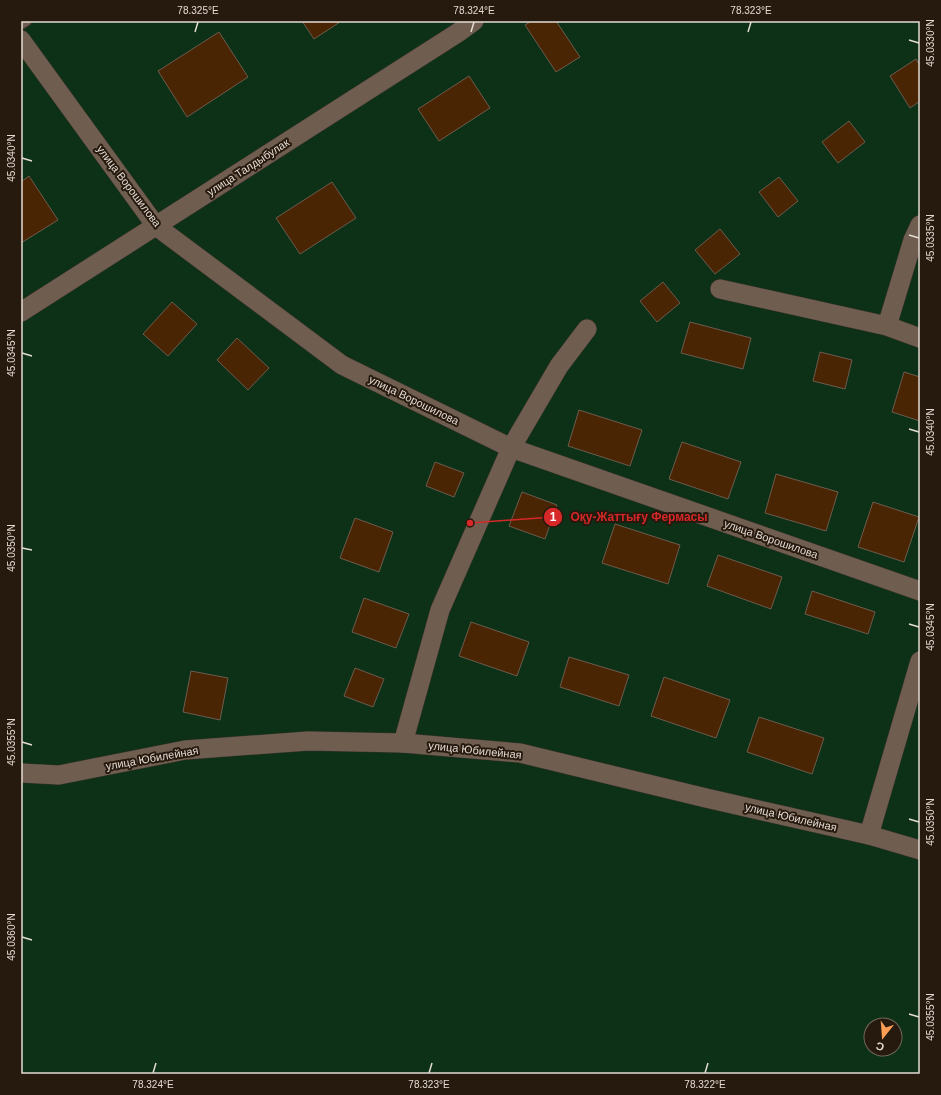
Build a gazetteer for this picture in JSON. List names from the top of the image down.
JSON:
{
  "streets": {
    "street": ["улица Талдыбулак", "улица Ворошилова", "улица Юбилейная"]
  },
  "crossings": [
    ["улица Талдыбулак", "улица Ворошилова"]
  ],
  "places": ["Оқу-Жаттығу Фермасы"],
  "north": "bottom",
  "coordinates": [
    "78.325°E",
    "78.324°E",
    "78.323°E",
    "45.0330°N",
    "45.0340°N",
    "45.0335°N",
    "45.0345°N",
    "45.0350°N",
    "45.0355°N",
    "45.0360°N",
    "78.322°E"
  ]
}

• • • • • • •

Required action - Your task is to repeat the material above exactly, without its pictures.

Answer to this problem -
Build a gazetteer for this picture in JSON. List names from the top of the image down.
JSON:
{
  "streets": {
    "street": ["улица Талдыбулак", "улица Ворошилова", "улица Юбилейная"]
  },
  "crossings": [
    ["улица Талдыбулак", "улица Ворошилова"]
  ],
  "places": ["Оқу-Жаттығу Фермасы"],
  "north": "bottom",
  "coordinates": [
    "78.325°E",
    "78.324°E",
    "78.323°E",
    "45.0330°N",
    "45.0340°N",
    "45.0335°N",
    "45.0345°N",
    "45.0350°N",
    "45.0355°N",
    "45.0360°N",
    "78.322°E"
  ]
}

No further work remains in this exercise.